Mais Thomas Sankara ne fut pas seulement un révolutionnaire particulièrement remarquable. La révolution qu’il dirigea fut la dernière d’avant le renversement du socialisme en URSS. Le monde dans lequel il eut à lutter, les défis auxquels la révolution au Burkina Faso fut confrontée, étaient déjà très largement les nôtres. A ce titre, il est, plus que d’autres grands révolutionnaires, notre contemporain. A ce titre, sa pensée a beaucoup à nous apprendre, pour nos luttes d’aujourd’hui.

Sankara devait lutter à une époque où le colonialisme avait laissé la place à une nouvelle forme de domination impérialiste – le néocolonialisme – ce dans la plupart des cas du moins. N’oublions pas que le colonialisme proprement dit existe toujours aujourd’hui, et que le peuple palestinien et le peuple sahraoui ont encore à lutter pour s’en libérer. Reste le fait que, plus que d’autres avant lui, Thomas Sankara comprit bien les rouages du néocolonialisme et les tâches requises pour rompre avec cette nouvelle forme d’oppression. Un des instruments clés du néocolonialisme est la dette extérieure, qui n’est qu’un moyen d’asservissement à perpétuité d’un peuple par l’endettement. Or Thomas Sankara est resté à jamais célèbre pour son discours prononcé le 29 juillet 1987 à Addis-Abeba, à la Conférence de l’Organisation de l’unité africaine. Il convient d’en citer un extrait, pratiquement in extenso :

« La dette, c’est encore le néocolonialisme ou les colonialistes qui se sont transformés en assistants techniques. En fait, nous devrions dire en assassins techniques. Et ce sont eux qui nous ont proposé des sources de financement, des bailleurs de fonds. Un terme que l’on emploie chaque jour comme s’il y avait des hommes dont le bâillement suffirait à créer le développement chez d’autres. Ces bâilleurs de fonds nous ont conseillés, recommandés. On nous a présenté des dossiers et des montages fiduciaires alléchants. Nous nous sommes endettés pour 50 ans, 60 ans et même plus. C’est-à-dire que l’on nous a amenés à compromettre nos peuples pendant 50 ans et plus. »

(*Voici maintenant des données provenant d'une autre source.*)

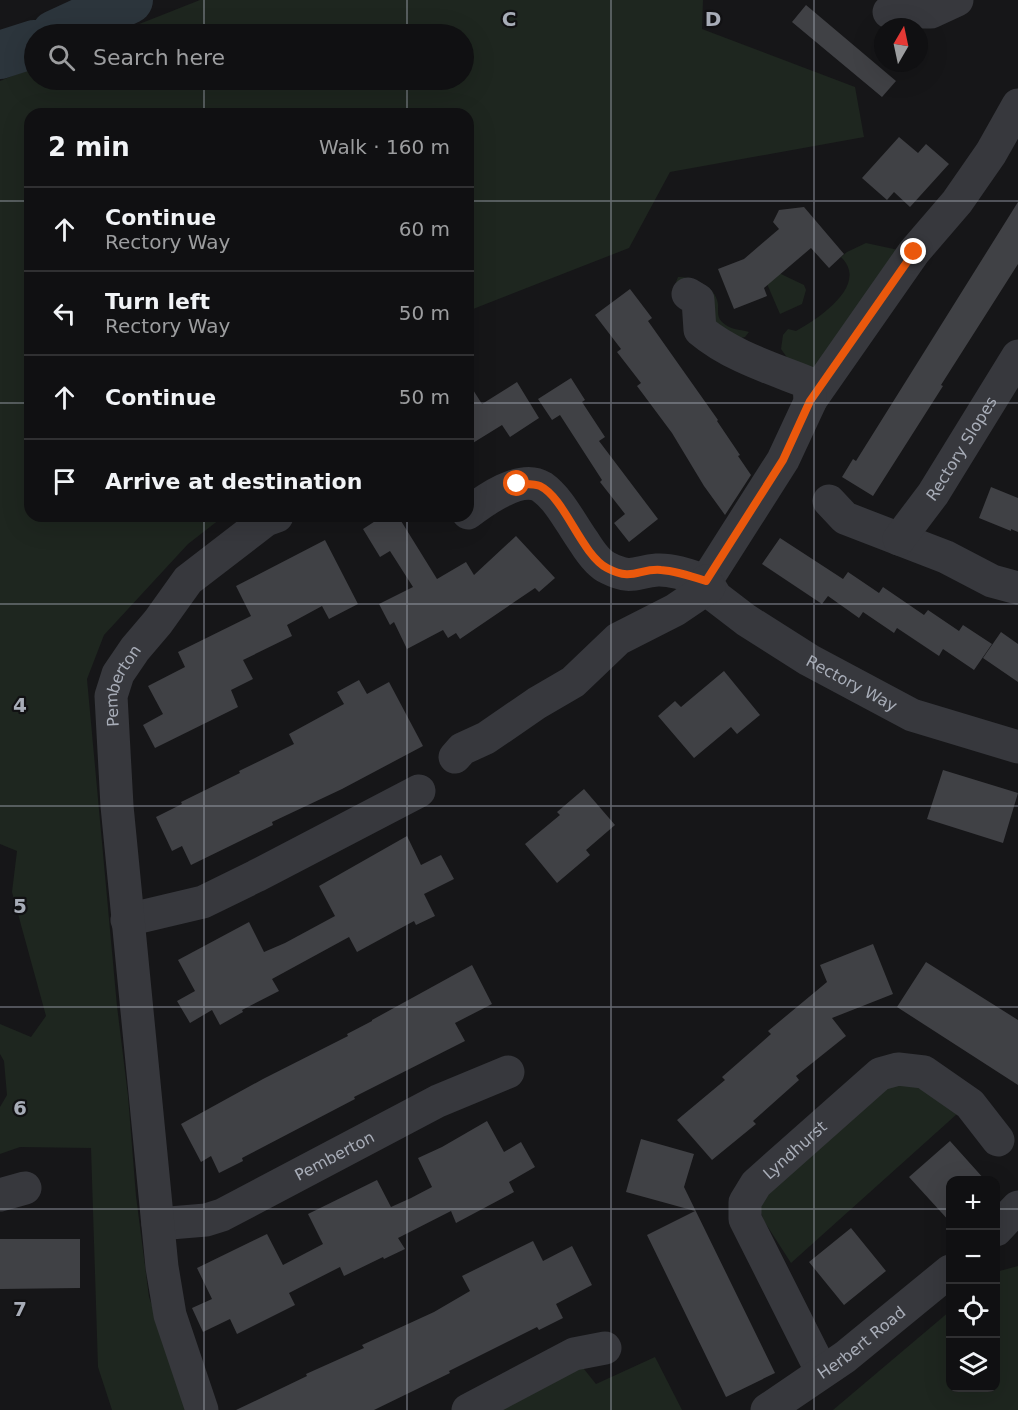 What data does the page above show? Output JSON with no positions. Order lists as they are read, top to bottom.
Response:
{
  "streets": {
    "street": [
      "Rectory Slopes",
      "Rectory Way",
      "Pemberton",
      "Lyndhurst",
      "Herbert Road"
    ]
  },
  "crossings": [
    ["Lyndhurst", "Herbert Road"]
  ],
  "north": "top",
  "page": {
    "search": "Search here",
    "heading": ["2 min", "Walk · 160 m"],
    "list": [
      ["Continue", "Rectory Way", "60 m"],
      ["Turn left", "Rectory Way", "50 m"],
      ["Continue", "50 m"],
      "Arrive at destination"
    ],
    "map_buttons": ["+", "−"]
  },
  "grid": {
    "columns": ["C", "D"],
    "rows": [
      "4",
      "5",
      "6",
      "7"
    ]
  }
}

« La dette sous sa forme actuelle est une reconquête savamment organisée de l’Afrique, pour que sa croissance et son développement obéissent à des paliers, à des normes qui nous sont totalement étrangers, faisant en sorte que chacun de nous devienne l’esclave financier – c’est-à-dire l’esclave tout court – de ceux qui ont eu l’opportunité, la ruse, la fourberie de placer des fonds chez nous avec l’obligation de rembourser. On nous dit de rembourser la dette. Ce n’est pas une question morale. Ce n’est point une question de ce prétendu honneur que de rembourser ou de ne pas rembourser […] La dette ne peut pas être remboursée parce que d’abord, si nous ne payons pas, nos bâilleurs de fonds ne mourront pas. Soyons-en sûrs. Par contre si nous payons, c’est nous qui allons mourir. Soyons-en sûrs également. »

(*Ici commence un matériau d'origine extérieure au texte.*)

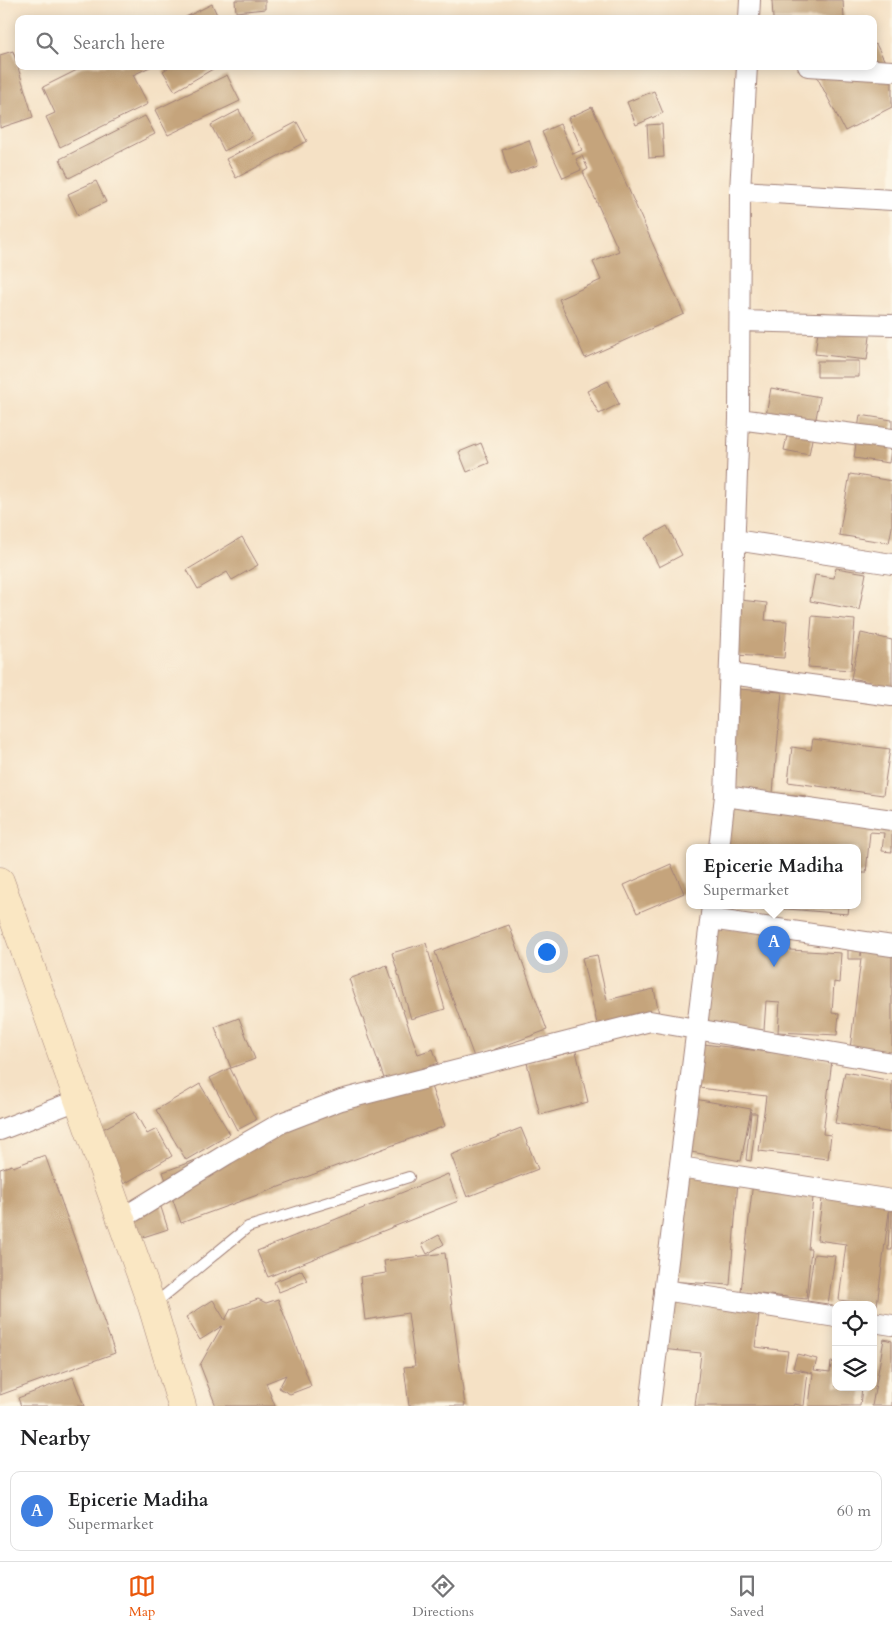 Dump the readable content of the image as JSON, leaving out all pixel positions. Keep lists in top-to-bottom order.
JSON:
{
  "page": {
    "search": "Search here",
    "popup": ["Epicerie Madiha", "Supermarket"],
    "pins": "A",
    "heading": "Nearby",
    "list": [
      {
        "mark": "A",
        "name": "Epicerie Madiha",
        "note": "Supermarket",
        "value": "60 m"
      }
    ],
    "nav": ["Map", "Directions", "Saved"]
  }
}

Thomas Sankara avait également affirmé à cette occasion que les pays africains devaient s’unir pour refuser de rembourser la dette extérieure, faute de quoi il ne serait sans doute plus de ce monde au sommet suivant de l’OUA. C’est, hélas, ce qui est arrivé. Il n’empêche que son discours garde de nos jours une actualité brûlante, et pas seulement pour les pays du Tiers monde d’ailleurs. Du temps de Sankara, les peuples d’Europe pouvaient ne pas se sentir concernés par les formes d’oppression néocoloniales, puisqu’ils pouvaient croire qu’ils n’auraient jamais à les subir. Ce n’est plus le cas aujourd’hui. Des pays entiers, la Grèce, le Portugal, et d’autres…ont été traités comme des dominions coloniaux par les eurocrates et la classe dirigeante allemande au nom d’une dette frauduleuse auprès de banques et qu’il est impossible de rembourser. Les Européens gagneraient beaucoup de nos jours à lire Thomas Sankara.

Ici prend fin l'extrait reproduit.